HOW TO COMPLETE THIS TASK
The listing below should be reproduced precisely, except for its images.

INPUT DATA
──────────
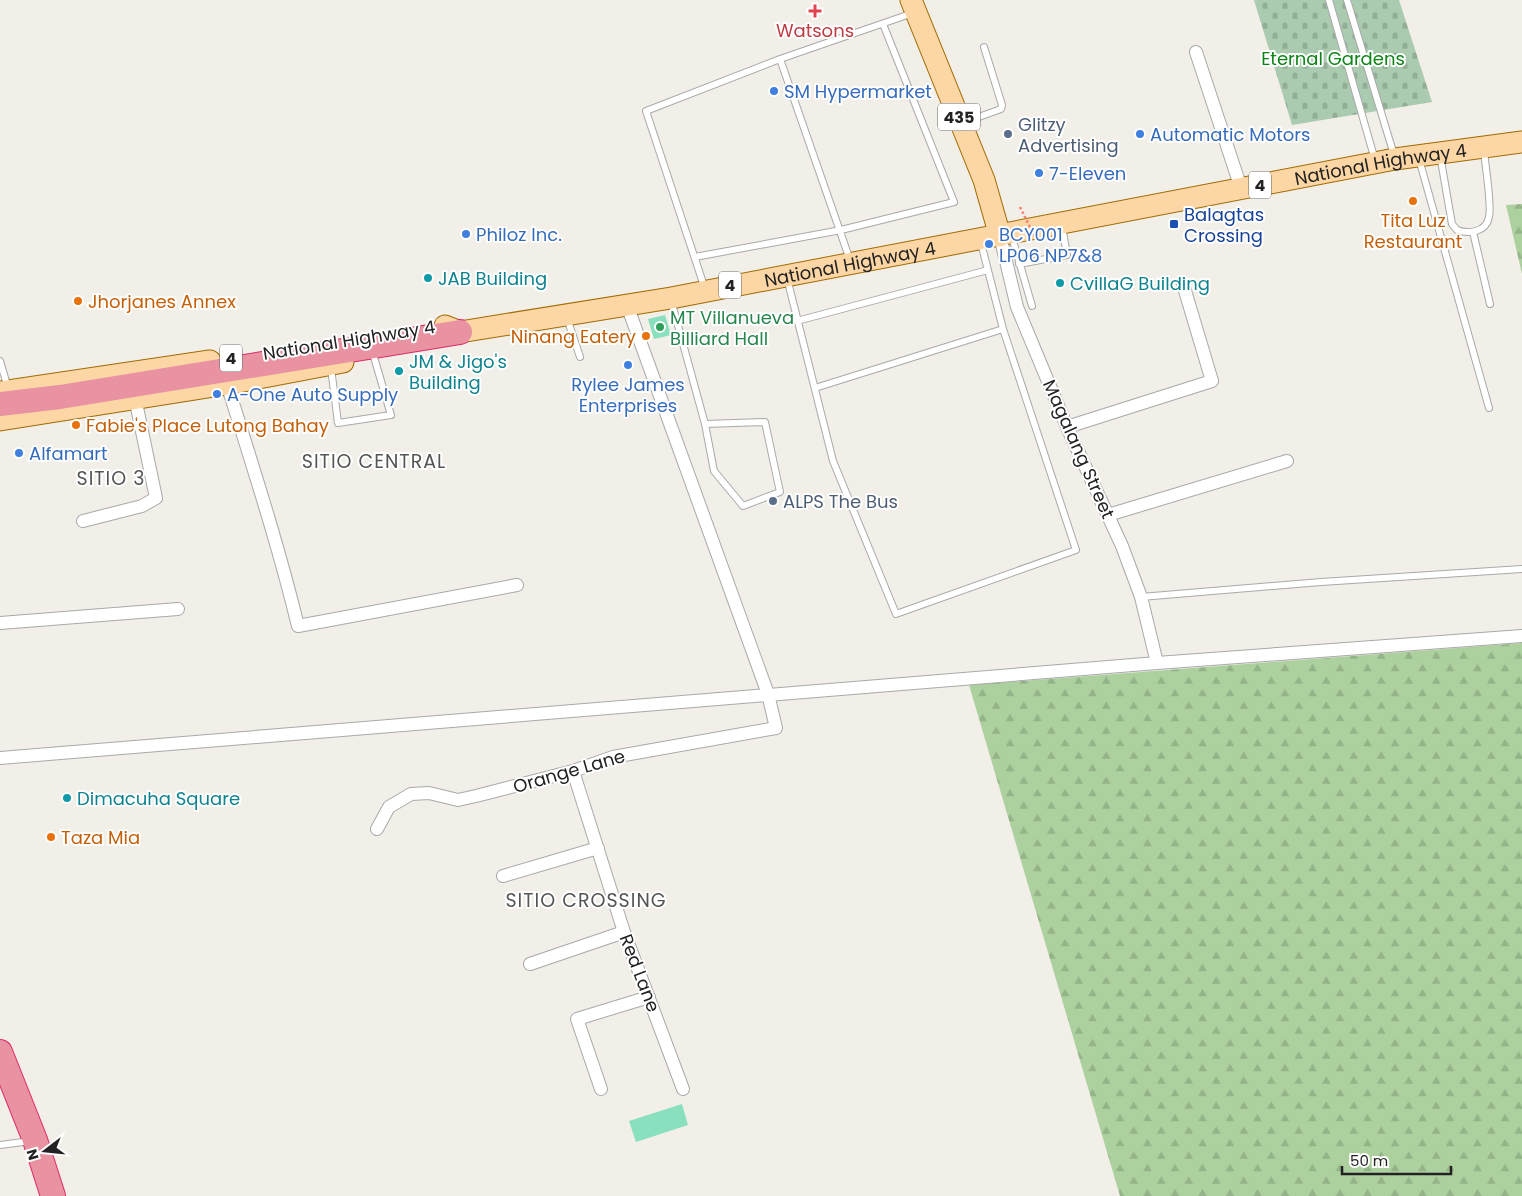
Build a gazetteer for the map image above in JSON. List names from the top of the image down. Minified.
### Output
{"streets":{"main road":["435","National Highway 4","4"],"street":["Magalang Street","Orange Lane","Red Lane"]},"crossings":[["435","National Highway 4"],["435","Magalang Street"],["National Highway 4","Magalang Street"],["Orange Lane","Red Lane"]],"districts":["SITIO CENTRAL","SITIO 3","SITIO CROSSING"],"parks":["Eternal Gardens"],"places":{"health":["Watsons"],"other":["SM Hypermarket","Glitzy Advertising","Automatic Motors","7-Eleven","Tita Luz Restaurant","Philoz Inc.","BCY001 LP06 NP7&8","JAB Building","CvillaG Building","Jhorjanes Annex","MT Villanueva Billiard Hall","Ninang Eatery","Rylee James Enterprises","JM & Jigo's Building","A-One Auto Supply","Fabie's Place Lutong Bahay","Alfamart","ALPS The Bus","Dimacuha Square","Taza Mia"],"transit":["Balagtas Crossing"]},"scale_bar":"50 m","north":"left"}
──────────
YOUR SOLUTION
Build a gazetteer for the map image above in JSON. List names from the top of the image down. Minified.
### Output
{"streets":{"main road":["435","National Highway 4","4"],"street":["Magalang Street","Orange Lane","Red Lane"]},"crossings":[["435","National Highway 4"],["435","Magalang Street"],["National Highway 4","Magalang Street"],["Orange Lane","Red Lane"]],"districts":["SITIO CENTRAL","SITIO 3","SITIO CROSSING"],"parks":["Eternal Gardens"],"places":{"health":["Watsons"],"other":["SM Hypermarket","Glitzy Advertising","Automatic Motors","7-Eleven","Tita Luz Restaurant","Philoz Inc.","BCY001 LP06 NP7&8","JAB Building","CvillaG Building","Jhorjanes Annex","MT Villanueva Billiard Hall","Ninang Eatery","Rylee James Enterprises","JM & Jigo's Building","A-One Auto Supply","Fabie's Place Lutong Bahay","Alfamart","ALPS The Bus","Dimacuha Square","Taza Mia"],"transit":["Balagtas Crossing"]},"scale_bar":"50 m","north":"left"}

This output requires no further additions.